Plus que jamais donc « savoir raison garder » s’impose à nous comme à tous les pays qui composent la communauté mondiale et dont certains sont plus impactés que d’autres par la pandémie qui se précise. Savoir raison garder c’est-à-dire ne pas sombrer dans un délire de mesures plus pernicieuses les unes que les autres dont l’accumulation finirait par mettre en péril la mondialisation elle-même, cette ouverture générale dont chacun d’entre nous espère à juste titre tirer de  grands avantages. Une perspective que, soit dit en passant,  toutes les bourses du monde insèrent désormais en bonne place dans leurs calculs comme le prouve leur effondrement constaté ces derniers jours.

Même si elle en doute aujourd’hui, l’humanité a entre les mains tous les moyens nécessaires pour prévenir le pire, c’est-à-dire la mort brutale de dizaines, de centaines de millions d’hommes, de femmes et d’enfants. Si elle se coalise réellement, c’est-à-dire s’entend tout à la fois pour prévenir puis soigner les effets du virus Covid19, pour distribuer sur toute la surface de la planète les équipements et les médicaments permettant de le combattre efficacement, autrement dit pour conjurer le pire, elle résoudra vite le problème auquel elle se trouve présentement confrontée.
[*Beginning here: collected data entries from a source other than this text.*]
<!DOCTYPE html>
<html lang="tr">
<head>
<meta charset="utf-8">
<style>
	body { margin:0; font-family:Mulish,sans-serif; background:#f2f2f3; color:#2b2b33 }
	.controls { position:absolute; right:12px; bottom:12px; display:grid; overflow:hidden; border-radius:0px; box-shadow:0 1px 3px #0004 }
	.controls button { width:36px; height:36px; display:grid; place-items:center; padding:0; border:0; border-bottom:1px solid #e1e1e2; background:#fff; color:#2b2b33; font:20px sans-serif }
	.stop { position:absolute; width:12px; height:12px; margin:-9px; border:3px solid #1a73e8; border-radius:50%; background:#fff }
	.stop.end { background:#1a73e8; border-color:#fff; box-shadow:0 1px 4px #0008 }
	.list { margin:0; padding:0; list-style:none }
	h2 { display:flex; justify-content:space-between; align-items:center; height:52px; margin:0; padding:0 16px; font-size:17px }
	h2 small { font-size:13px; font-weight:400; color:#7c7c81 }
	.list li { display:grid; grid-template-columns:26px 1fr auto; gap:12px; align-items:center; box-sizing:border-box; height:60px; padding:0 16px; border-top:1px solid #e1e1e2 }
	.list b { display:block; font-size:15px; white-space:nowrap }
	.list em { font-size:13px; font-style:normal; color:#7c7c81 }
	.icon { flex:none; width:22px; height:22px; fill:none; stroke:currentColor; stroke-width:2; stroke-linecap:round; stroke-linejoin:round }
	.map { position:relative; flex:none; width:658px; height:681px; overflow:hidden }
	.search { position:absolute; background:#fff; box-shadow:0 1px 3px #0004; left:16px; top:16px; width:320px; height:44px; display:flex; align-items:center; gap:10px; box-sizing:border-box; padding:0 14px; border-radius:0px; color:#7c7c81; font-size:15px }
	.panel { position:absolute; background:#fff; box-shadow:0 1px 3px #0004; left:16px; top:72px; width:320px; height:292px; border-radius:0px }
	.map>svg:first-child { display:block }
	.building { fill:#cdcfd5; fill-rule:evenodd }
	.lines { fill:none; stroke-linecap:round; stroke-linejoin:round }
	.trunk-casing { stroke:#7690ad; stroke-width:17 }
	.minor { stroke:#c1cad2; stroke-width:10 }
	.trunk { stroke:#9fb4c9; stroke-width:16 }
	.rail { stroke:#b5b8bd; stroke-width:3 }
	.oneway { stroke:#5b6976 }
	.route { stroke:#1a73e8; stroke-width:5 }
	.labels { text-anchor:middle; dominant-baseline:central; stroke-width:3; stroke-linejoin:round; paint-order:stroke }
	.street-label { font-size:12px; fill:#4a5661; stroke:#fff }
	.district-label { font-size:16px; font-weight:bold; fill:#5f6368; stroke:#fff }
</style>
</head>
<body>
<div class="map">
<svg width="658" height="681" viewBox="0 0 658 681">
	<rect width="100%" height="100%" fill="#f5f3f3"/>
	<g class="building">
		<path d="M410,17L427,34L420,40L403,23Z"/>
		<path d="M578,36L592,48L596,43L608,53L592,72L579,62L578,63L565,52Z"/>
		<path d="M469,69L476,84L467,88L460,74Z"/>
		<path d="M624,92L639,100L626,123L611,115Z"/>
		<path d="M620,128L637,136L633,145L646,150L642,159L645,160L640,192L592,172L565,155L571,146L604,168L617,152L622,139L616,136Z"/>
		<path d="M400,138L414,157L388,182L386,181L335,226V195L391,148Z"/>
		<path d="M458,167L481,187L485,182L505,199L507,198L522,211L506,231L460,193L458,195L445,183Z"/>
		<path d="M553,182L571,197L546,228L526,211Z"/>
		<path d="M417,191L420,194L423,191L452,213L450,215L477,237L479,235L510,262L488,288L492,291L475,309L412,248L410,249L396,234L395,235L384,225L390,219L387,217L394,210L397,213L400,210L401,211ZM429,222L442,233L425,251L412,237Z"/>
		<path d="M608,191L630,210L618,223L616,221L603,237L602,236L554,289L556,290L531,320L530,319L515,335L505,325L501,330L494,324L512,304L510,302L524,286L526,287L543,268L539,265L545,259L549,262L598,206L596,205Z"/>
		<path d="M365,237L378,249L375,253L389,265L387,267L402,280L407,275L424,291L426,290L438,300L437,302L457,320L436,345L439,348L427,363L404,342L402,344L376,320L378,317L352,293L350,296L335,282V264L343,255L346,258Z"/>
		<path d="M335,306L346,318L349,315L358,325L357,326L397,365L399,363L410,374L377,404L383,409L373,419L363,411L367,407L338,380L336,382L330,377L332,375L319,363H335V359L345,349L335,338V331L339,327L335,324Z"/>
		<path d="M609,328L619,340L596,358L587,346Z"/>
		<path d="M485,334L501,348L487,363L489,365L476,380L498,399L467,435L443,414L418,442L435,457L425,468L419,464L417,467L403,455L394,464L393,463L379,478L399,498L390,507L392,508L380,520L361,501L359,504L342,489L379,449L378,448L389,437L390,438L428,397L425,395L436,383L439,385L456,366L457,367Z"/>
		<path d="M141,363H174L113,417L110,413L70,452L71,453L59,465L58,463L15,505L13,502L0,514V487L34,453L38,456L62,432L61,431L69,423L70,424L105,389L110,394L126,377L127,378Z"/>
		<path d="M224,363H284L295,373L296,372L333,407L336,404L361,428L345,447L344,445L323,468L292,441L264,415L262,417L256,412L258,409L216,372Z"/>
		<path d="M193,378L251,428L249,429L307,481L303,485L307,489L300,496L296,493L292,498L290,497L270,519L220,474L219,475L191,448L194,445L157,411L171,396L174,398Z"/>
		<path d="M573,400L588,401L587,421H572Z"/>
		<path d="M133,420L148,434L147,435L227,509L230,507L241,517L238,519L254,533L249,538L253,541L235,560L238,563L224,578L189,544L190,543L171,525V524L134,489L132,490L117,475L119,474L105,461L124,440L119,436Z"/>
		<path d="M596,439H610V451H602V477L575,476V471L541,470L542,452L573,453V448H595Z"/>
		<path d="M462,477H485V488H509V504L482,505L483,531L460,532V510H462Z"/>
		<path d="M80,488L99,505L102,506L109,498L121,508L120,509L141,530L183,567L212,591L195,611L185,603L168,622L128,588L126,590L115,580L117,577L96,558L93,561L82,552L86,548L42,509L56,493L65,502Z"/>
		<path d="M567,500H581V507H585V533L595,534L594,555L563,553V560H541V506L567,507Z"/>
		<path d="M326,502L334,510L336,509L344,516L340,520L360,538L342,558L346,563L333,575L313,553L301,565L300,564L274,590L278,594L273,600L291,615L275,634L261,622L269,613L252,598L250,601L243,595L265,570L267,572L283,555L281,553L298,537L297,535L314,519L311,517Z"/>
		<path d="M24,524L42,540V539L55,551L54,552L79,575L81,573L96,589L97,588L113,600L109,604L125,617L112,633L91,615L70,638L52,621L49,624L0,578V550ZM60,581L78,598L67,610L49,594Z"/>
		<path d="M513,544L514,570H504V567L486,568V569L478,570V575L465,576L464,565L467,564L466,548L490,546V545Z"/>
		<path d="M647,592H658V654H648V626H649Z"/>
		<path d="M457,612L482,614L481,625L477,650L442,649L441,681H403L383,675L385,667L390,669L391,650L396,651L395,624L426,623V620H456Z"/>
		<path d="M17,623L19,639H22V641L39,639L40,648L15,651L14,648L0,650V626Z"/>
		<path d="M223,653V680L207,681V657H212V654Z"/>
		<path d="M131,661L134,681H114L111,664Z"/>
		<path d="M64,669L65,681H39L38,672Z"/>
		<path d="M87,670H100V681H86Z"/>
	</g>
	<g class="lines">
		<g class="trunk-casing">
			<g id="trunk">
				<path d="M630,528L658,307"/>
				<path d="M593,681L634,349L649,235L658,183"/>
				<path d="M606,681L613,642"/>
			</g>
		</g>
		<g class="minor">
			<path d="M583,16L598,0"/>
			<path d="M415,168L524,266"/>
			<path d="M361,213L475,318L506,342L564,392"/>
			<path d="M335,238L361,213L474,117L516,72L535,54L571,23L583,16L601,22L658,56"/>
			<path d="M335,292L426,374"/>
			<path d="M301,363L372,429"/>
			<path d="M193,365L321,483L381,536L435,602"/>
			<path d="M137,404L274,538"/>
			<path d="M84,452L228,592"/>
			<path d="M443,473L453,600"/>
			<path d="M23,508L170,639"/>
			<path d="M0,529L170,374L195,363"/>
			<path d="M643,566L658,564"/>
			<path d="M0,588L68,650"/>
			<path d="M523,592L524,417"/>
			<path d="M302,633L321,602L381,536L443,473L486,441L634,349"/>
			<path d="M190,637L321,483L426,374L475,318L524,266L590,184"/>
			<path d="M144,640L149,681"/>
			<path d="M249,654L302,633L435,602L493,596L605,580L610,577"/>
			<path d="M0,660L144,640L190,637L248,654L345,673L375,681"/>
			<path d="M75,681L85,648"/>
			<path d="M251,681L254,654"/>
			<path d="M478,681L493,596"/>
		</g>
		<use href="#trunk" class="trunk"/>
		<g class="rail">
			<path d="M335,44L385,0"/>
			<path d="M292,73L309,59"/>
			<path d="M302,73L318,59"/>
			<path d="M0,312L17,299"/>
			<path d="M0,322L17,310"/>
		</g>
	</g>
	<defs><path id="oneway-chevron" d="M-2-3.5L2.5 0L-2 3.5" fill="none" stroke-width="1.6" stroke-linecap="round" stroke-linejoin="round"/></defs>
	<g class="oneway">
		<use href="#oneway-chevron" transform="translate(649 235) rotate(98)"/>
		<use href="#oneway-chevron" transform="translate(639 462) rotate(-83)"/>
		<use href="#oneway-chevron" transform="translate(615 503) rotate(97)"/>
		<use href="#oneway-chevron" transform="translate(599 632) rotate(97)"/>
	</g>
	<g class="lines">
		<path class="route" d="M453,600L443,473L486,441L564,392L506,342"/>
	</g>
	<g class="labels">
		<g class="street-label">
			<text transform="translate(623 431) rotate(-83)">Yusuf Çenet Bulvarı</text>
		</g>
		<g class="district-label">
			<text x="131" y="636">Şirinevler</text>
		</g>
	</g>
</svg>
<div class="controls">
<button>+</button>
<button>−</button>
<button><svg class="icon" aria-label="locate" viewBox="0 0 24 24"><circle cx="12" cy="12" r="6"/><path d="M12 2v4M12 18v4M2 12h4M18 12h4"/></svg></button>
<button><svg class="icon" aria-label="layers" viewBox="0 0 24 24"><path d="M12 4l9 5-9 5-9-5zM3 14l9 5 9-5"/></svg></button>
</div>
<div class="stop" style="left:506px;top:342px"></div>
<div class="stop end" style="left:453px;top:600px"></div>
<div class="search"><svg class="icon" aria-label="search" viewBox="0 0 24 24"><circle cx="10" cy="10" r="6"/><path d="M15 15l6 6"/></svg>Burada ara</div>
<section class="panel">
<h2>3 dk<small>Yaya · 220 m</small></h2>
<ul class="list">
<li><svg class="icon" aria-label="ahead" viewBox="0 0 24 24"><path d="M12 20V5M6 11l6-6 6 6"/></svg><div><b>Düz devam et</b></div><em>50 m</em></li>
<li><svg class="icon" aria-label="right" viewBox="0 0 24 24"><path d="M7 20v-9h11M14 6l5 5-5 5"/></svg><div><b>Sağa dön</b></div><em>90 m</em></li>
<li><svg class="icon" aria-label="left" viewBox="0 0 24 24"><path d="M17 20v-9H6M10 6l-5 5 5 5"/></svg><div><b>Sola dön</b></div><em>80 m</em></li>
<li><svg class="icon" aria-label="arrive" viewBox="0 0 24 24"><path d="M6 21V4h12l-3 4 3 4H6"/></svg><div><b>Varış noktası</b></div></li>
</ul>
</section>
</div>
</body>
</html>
Et si, de surcroit, les nations riches mettent à la disposition des hôpitaux, des cliniques, des médecins, des pharmaciens du Tiers-Monde les énormes moyens financiers qu’elles détiennent, l’on verra se mettre en place sur toute la surface du globe les moyens techniques et financiers capables d’empêcher l’épidémie de devenir une pandémie.

Paroles de rêveurs dira-t-on. Non simples propos de bon sens dont la concrétisation permettrait d’éviter que la peur se transforme en panique.